I believe in a mindful approach to life. I practice yoga. I meditate. And I try to make choices that are good for my mind, my body, and my spirit. So last Tuesday, as I found myself worrying about the election, I decided to avoid the hours (and hours) of news coverage and simply wait until morning to hear the final results. As I worked away on my computer (with the Wi-Fi off!), I could hear small tidbits of the reports from the living room where Rhoda was watching the news. The little I did catch sounded a whole lot different from what I expected, but I shut it out, went to bed at 10:00 as usual, and slept knowing that I’d cast my vote and that the final outcome was out of my hands.
On Wednesday morning, I rose quickly out of bed, and it hit me like a lightning bolt. Not the news of the election, but a severe case of an old, unwelcome visitor—vertigo was back. And it was bad. The room spun…and spun…until I was able to sit down before I fell down. Then the nausea hit me. I had tried to mentally prepare myself for the election outcome, but this physical ailment wasn’t on my list of things to deal with last week!

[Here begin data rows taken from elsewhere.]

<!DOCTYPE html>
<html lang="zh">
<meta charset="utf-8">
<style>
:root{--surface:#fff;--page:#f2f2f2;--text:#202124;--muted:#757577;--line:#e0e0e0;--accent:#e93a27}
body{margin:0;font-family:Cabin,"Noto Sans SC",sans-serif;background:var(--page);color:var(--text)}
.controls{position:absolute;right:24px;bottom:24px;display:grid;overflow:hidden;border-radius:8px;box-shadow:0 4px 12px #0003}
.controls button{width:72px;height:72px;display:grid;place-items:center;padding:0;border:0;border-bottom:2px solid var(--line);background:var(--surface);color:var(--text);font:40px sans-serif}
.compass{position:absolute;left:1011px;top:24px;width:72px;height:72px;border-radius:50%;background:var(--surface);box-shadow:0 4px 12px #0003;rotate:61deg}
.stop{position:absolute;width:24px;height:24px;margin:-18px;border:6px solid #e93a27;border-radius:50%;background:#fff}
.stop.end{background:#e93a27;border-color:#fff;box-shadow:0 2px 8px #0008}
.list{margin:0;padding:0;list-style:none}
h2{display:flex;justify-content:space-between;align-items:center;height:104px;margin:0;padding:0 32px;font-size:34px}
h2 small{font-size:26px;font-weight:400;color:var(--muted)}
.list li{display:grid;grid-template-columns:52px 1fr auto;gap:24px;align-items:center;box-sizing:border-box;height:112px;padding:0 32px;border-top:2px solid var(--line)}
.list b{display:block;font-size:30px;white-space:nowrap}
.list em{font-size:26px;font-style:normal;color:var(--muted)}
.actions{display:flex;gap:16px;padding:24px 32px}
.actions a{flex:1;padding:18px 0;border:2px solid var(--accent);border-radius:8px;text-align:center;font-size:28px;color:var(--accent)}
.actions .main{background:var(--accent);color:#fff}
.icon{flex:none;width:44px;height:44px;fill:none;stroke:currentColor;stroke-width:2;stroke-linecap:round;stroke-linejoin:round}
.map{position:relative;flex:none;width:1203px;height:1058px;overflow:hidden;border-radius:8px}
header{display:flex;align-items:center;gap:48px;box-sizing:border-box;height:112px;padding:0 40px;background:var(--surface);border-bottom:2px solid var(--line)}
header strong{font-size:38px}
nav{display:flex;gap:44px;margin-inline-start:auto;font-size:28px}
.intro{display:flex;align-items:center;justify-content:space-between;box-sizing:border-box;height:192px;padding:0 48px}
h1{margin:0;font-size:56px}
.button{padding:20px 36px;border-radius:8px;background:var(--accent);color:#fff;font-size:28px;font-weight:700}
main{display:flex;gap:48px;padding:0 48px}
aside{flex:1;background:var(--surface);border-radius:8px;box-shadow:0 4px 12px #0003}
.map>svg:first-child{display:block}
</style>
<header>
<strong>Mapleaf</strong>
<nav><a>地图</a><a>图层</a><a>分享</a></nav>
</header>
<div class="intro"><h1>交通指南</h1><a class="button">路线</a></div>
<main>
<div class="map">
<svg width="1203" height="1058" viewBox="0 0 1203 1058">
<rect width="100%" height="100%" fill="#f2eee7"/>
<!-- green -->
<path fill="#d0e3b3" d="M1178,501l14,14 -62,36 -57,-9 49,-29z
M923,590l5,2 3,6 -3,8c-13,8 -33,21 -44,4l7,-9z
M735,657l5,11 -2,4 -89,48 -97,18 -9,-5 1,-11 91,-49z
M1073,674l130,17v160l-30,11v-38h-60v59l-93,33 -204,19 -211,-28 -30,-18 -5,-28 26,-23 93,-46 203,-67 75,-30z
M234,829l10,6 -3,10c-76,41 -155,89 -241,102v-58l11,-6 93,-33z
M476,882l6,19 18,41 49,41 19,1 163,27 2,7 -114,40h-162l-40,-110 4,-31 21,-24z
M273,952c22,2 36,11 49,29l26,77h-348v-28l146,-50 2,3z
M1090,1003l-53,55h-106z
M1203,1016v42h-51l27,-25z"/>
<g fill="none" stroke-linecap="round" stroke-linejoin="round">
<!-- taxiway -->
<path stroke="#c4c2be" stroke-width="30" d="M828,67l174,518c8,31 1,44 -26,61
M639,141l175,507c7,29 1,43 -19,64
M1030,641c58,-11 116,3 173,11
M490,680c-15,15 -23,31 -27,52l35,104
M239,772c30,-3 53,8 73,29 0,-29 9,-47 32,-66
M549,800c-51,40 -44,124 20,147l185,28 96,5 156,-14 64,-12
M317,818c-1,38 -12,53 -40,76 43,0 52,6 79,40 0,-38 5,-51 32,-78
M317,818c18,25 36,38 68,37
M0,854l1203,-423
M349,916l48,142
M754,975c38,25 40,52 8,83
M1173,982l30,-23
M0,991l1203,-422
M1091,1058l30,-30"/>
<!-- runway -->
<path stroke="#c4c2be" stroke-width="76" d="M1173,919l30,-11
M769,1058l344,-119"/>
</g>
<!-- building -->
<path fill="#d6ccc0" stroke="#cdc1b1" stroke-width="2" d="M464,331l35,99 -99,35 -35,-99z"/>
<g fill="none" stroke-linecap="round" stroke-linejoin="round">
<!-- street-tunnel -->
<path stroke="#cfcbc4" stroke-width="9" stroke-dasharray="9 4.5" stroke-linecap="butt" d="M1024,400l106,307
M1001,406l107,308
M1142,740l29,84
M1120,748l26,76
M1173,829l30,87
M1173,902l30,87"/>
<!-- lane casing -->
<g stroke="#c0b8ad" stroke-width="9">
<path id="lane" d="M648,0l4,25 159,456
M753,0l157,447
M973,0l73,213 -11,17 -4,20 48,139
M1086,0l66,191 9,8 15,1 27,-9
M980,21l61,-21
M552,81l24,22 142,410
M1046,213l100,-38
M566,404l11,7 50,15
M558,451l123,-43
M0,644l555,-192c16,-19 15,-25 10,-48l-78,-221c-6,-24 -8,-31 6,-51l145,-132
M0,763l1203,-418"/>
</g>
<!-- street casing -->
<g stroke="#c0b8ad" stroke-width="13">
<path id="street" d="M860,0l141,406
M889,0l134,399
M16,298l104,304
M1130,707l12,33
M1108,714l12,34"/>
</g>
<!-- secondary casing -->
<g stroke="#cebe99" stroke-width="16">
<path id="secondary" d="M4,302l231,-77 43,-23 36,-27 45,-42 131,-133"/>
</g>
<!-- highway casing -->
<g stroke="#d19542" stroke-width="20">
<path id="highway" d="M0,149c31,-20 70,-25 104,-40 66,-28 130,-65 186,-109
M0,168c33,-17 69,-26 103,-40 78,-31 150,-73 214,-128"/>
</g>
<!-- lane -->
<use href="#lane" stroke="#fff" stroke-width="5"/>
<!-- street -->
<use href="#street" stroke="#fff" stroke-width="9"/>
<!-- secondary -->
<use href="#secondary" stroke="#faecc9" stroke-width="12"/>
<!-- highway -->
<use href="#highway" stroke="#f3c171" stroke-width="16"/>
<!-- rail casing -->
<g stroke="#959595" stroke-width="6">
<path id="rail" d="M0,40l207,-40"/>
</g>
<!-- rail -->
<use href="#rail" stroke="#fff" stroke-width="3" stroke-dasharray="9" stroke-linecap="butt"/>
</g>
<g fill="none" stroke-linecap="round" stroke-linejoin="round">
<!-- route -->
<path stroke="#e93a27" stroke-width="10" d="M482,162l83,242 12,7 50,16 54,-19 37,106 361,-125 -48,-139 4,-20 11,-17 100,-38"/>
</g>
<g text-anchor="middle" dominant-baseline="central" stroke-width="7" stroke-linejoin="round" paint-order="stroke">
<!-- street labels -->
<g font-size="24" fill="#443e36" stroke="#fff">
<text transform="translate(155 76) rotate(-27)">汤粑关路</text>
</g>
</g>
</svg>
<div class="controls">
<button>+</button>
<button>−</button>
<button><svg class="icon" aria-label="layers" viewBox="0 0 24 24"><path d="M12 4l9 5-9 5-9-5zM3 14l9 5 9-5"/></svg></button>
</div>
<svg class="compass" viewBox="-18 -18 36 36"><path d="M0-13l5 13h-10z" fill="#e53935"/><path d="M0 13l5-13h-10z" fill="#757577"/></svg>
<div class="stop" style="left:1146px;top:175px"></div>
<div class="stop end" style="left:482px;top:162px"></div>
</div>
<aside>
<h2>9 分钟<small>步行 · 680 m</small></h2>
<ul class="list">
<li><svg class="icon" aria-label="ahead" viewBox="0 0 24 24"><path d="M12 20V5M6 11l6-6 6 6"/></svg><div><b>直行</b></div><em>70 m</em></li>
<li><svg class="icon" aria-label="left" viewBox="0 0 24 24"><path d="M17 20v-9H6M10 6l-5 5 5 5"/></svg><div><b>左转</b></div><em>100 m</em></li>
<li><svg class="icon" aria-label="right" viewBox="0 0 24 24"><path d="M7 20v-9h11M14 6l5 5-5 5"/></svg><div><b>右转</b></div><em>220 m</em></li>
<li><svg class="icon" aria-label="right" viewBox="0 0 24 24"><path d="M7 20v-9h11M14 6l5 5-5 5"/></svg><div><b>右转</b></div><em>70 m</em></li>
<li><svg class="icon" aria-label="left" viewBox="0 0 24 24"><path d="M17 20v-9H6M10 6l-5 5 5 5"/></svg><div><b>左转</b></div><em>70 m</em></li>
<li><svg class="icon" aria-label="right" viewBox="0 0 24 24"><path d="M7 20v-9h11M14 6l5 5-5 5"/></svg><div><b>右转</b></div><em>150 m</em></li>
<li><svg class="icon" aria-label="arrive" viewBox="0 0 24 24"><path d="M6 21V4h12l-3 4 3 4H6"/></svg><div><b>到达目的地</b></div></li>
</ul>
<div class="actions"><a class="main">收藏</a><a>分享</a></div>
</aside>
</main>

I am all too familiar with the terrible dizziness and queasiness of vertigo. Six years ago, a “T-bone” car accident caused floating particles in my inner ear to break loose, which is a very common cause of the vertigo condition I experienced after the wreck. But this time there was no determinable cause except for one: age. All I wanted was for the spinning to stop as soon as possible—and to stay away as long as possible! But every time I turned my head suddenly, stood up after a yoga pose, or simply got out of bed, the spinning was back in force. I dreaded every move because it seemed everything I did triggered an episode.
I’m not the only one feeling a bit traumatized after election night. My ailment was physical, but for many, the results of the election are causing people to take actions they know will only trigger another episode of upset. Just as my head is spinning, I see so many people exerting their precious energy on election results they can’t change. And the onslaught of news, emails, and social media are only feeding the flames of stress and alarm. It seems we all need a cure to get through it all, and I don’t believe focusing on the negative is the answer.
For my type of vertigo, there is a cure called the Epley maneuver. Performed by an audiologist, it’s a process that restores the floating particles in the inner ear to where they belong. Once the particles aren’t bouncing around in your ear canal and stimulating your nervous system, the sensation goes away. I was finally able to have this done yesterday, and after 20 minutes I was back on my feet again. No more balance issues. No more vertigo. As long as I sleep on my back for a few nights and don’t move my head quickly, I’m back on track. The confusion, disorientation, and dread are now history, but for the past week, getting my balance back was front and center in my life.
If the election results have you feeling off balance and worried about the future, now may be the time to find an Epley maneuver of your own. You might start by filtering out the noise from social media, the news (Why do we watch that stuff nightly before going to bed anyway?), and even the dinner table. With Thanksgiving coming up, you might start with a family rule about the table conversation—no politics or discussion on the election or the outcome. Consider replacing the politics discussion with each person around the table sharing a blessing. I am thrilled to hear Nina, my 7-year old granddaughter, share that she’s thankful for her family—especially at Thanksgiving.
For me, starting each day with yoga, meditation, and time with Rhoda helps me stay mentally and physically balanced. I wrote about my experience with yoga and the importance of focusing on controlling what you can in my blog Remember to Breathe. At the time, I was referring to investing, but I think the same guidance applies now. Shifting the focus to positive, healthy things and controlling what we can is a great way to find balance—no matter what challenges we face day to day.